Ray and Sharon thanked them all for their help and headed for central. It took some persuasion, but they finally got the names they wanted. There were only four, three men and a woman. Two of them had retired, and the other two had been reassigned. They took the names, addresses and phone numbers and, after picking up sandwiches at a deli for lunch, went to Ray’s office to make their calls.
The first two they contacted were unable to help, but on the third try they connected. Officer Kathryn Underwood remembered the Vancleaves because it had frustrated her so when the woman had refused to press charges.
“Usually in marital disputes the two parties are furious with each other,” she said. “They both yell and swear and each blames the other, so that you can’t tell which one started it. In those cases we’re relieved when they don’t press charges, but the Vancleave complaint was nothing like that.”

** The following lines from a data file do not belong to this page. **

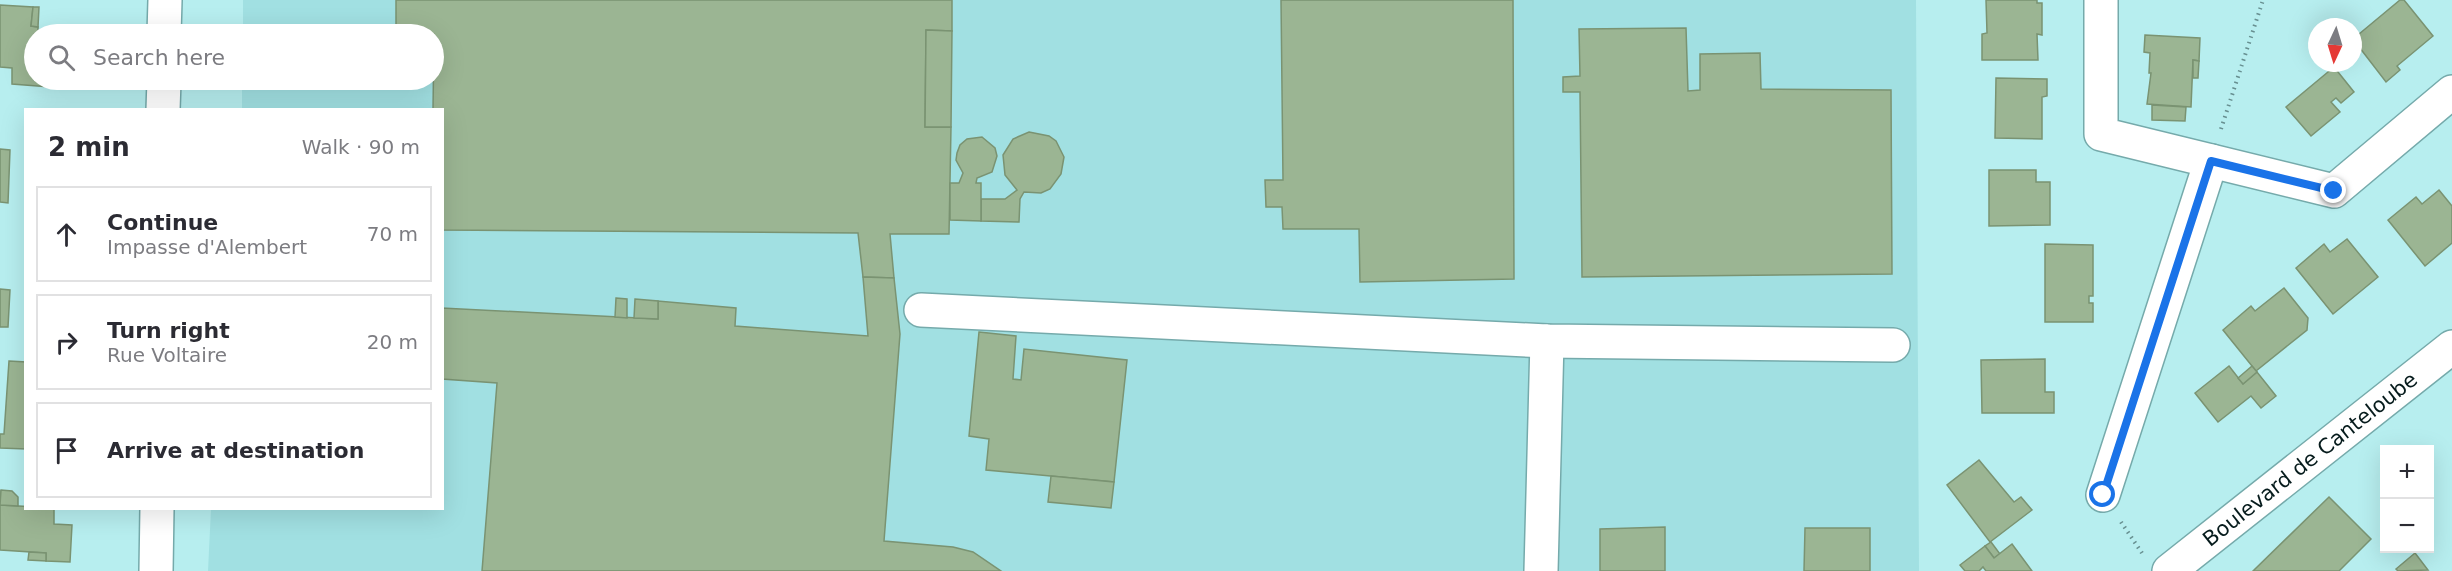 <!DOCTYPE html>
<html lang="en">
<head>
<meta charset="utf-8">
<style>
  body { margin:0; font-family:"DejaVu Sans",sans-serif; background:#f7f7f7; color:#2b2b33 }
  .controls { position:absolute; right:18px; bottom:18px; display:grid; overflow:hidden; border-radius:0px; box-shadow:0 6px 24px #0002 }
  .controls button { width:54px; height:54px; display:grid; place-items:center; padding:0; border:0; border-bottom:2px solid #e1e1e2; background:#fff; color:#2b2b33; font:30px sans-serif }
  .compass { position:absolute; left:2308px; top:18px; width:54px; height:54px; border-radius:50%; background:#fff; box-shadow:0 6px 24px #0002; rotate:184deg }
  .stop { position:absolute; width:18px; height:18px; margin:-14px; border:4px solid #1a73e8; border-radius:50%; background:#fff }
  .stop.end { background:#1a73e8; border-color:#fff; box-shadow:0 2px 6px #0008 }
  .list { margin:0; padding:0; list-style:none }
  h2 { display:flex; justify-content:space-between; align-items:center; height:78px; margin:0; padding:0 24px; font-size:26px }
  h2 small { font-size:20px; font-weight:400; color:#7c7c81 }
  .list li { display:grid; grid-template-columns:39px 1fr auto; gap:18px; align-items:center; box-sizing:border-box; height:96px; margin:0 12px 12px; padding:0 12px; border:2px solid #e1e1e2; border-radius:0px }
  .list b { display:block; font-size:22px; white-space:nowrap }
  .list p { margin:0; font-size:20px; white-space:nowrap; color:#7c7c81 }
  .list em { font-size:20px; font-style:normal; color:#7c7c81 }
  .icon { flex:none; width:33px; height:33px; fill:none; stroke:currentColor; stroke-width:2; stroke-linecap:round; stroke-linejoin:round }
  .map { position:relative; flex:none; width:2452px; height:571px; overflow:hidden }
  .search { position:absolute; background:#fff; box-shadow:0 6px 24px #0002; left:24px; top:24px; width:420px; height:66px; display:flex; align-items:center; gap:15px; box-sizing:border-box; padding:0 21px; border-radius:33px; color:#7c7c81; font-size:22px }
  .panel { position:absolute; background:#fff; box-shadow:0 6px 24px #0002; left:24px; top:108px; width:420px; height:402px; border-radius:0px }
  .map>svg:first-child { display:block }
  .built { fill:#a1e0e2 }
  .building { fill:#9bb593; stroke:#7a9372; stroke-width:1.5 }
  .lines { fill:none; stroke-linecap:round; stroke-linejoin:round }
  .minor-casing { stroke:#75aaab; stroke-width:36 }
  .path { stroke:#678f90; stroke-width:4; stroke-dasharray:1.5 4.5; stroke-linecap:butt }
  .minor { stroke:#fff; stroke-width:33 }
  .route { stroke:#1a73e8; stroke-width:8 }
  .labels { text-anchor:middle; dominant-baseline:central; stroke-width:4.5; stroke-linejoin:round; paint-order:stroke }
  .street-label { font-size:21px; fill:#061b1c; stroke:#fff }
</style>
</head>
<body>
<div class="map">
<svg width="2452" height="571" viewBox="0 0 2452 571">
  <rect width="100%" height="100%" fill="#b7eeef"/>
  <path class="built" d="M243,0H1916L1919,571H208L211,509L442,508V110L242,109V80H434V34H243Z"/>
  <g class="building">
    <path d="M396,0H952V31L926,30L925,127H951L949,234H890L894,278L863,277L858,233L442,230V110H433L434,34L396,33Z"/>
    <path d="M1281,0H1513L1514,279L1360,282L1359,229H1283L1282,207H1266L1265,180H1283Z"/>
    <path d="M1986,0H2037V3H2042V35L2037,34L2038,60H1982V34L1987,33Z"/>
    <path d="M2400,0H2404L2433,36L2397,66L2400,70L2386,82L2353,39Z"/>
    <path d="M0,5L33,7L31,26L38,27V34H34V80H50V87L12,84V68L0,67Z"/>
    <path d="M33,7H39L38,27L31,26Z"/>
    <path d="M1686,28L1688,91L1700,90V54L1760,53L1761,89L1891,90L1892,274L1582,277L1580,92H1563V77L1580,76L1579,29Z"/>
    <path d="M926,30L952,31L951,127H925Z"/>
    <path d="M2145,35L2200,38L2199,61L2193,60L2191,107L2147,104L2151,73H2149L2150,53L2144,52Z"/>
    <path d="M2193,60L2199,61L2198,78H2193Z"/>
    <path d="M2334,67L2354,92L2341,103L2336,98L2331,102L2340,112L2311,136L2286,107Z"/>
    <path d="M1996,78L2047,79V96L2042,97V139L1995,138Z"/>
    <path d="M2152,105L2186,107L2185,121L2152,120Z"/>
    <path d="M1029,132L1049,136L1056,141L1064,157L1061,174L1050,189L1041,193L1024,192L1020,199L1019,222L981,221V199H1005L1017,190L1005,175L1003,155L1013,139Z"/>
    <path d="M982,137L995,148L997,156L992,172L977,178L976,183H981V221L950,220V183H959L963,173L956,160L957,153L960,145L967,139Z"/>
    <path d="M0,149L10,150L8,203L0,202Z"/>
    <path d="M1989,170H2036V182H2050V225L1989,226Z"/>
    <path d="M2439,190L2452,206V243L2425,266L2388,220L2416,197L2422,204Z"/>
    <path d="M2347,239L2378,277L2333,314L2296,268L2324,244L2330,252Z"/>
    <path d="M2045,244L2093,245V296H2089V303H2093V322H2045Z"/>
    <path d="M863,277L894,278L900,334L884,541L953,547L973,552L1001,571H482L497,383L442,379V308L658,319V301L736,308L735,326L868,336Z"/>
    <path d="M2284,288L2308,318L2307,330L2256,371L2223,330L2251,306L2255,311Z"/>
    <path d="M0,289L10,290L8,327H0Z"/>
    <path d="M616,298L627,299V318L615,317Z"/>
    <path d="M635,299L658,301V319L634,318Z"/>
    <path d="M979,332L1016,336L1013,379L1021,380L1024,349L1127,360L1114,482L986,470L989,439L969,436Z"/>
    <path d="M2045,359V392H2054V413H1982L1981,360Z"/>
    <path d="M9,361L26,362V449L0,448V434H4Z"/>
    <path d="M2229,366L2243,384L2257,372L2276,396L2261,408L2251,396L2218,422L2195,393Z"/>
    <path d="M2252,366L2257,372L2243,384L2238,378Z"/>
    <path d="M1979,460L2014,502L2021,497L2032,510L1990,542L1947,485Z"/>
    <path d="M1051,476L1114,482L1111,508L1048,502Z"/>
    <path d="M0,490V505L54,508V524L72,525L70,562L46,561V553L0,550Z"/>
    <path d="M1,490L12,491L18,497V506L0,505Z"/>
    <path d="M2329,497L2371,539L2339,571H2253Z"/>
    <path d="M1665,527V571H1600V529Z"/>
    <path d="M1805,528H1870V571H1804Z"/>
    <path d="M1991,542L2000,554L1994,558L1985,546Z"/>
    <path d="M2012,544L2032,571H1986L1983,567L1979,571H1965L1960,565L1985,546L1994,558Z"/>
    <path d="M29,552L46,553V561L28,560Z"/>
    <path d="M2415,553L2428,570L2398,571L2396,569Z"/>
  </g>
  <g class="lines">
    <g class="minor-casing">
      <g id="minor">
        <path d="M2101,0V134L2334,191L2452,92"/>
        <path d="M164,34L165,0"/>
        <path d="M163,110L164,80"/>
        <path d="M921,310L1547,341L1893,345"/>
        <path d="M2103,495L2211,161"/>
        <path d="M156,571L157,508"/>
        <path d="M1541,571L1547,341"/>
        <path id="s1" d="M2169,571L2452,347"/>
      </g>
    </g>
    <g class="path">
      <path d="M2221,129L2263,0"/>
      <path d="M2121,522L2142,553"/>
    </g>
    <use href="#minor" class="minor"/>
  </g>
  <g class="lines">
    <path class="route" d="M2103,495L2211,161L2334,191"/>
  </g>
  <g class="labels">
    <g class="street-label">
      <text stroke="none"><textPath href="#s1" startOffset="180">Boulevard de Canteloube</textPath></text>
    </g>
  </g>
</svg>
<div class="controls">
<button>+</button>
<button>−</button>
</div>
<svg class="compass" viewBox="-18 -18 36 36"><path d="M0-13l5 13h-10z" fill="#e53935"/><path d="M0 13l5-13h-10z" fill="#7c7c81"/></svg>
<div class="stop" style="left:2103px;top:495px"></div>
<div class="stop end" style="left:2334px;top:191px"></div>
<div class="search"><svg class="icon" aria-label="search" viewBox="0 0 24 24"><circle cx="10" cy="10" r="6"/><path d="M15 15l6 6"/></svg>Search here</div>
<section class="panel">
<h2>2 min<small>Walk · 90 m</small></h2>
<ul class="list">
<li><svg class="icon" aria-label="ahead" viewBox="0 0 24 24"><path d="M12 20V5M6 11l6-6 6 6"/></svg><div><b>Continue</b><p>Impasse d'Alembert</p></div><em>70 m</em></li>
<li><svg class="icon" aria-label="right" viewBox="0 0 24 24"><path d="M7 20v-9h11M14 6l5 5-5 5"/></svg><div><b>Turn right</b><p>Rue Voltaire</p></div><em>20 m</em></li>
<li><svg class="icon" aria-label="arrive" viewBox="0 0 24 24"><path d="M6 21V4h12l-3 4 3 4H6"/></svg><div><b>Arrive at destination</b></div></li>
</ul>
</section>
</div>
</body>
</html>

Her voice turned hard. “That arrogant son of a bitch had given his wife a black eye, a split lip and God only knows how much more damage that didn’t show unless she could be examined without her clothes on. She winced every time she was touched, and you could see she was afraid of him, but she wouldn’t admit it. Instead, she stuck to her story that she’d fallen down the stairs. I really hated to leave her there with him, but there was nothing we could do when she wouldn’t cooperate.”
Officer Underwood agreed to testify if she was needed, and Sharon was jubilant. Grabbing Ray, she gave him a big hug, and he laughed and swung her around, but when they calmed down he warned her again that this evidence alone didn’t prove anything, since Mrs. Vancleave had refused to admit that she’d been abused.
“I agree,” Sharon said, “but I’m going over to the Vancleaves’ home first thing in the morning and speak to her—”
“No, Sharon, don’t do that!” Ray warned. “At least not until you talk it over with Fergus. There are legal ramifications that you can’t possibly be aware of.”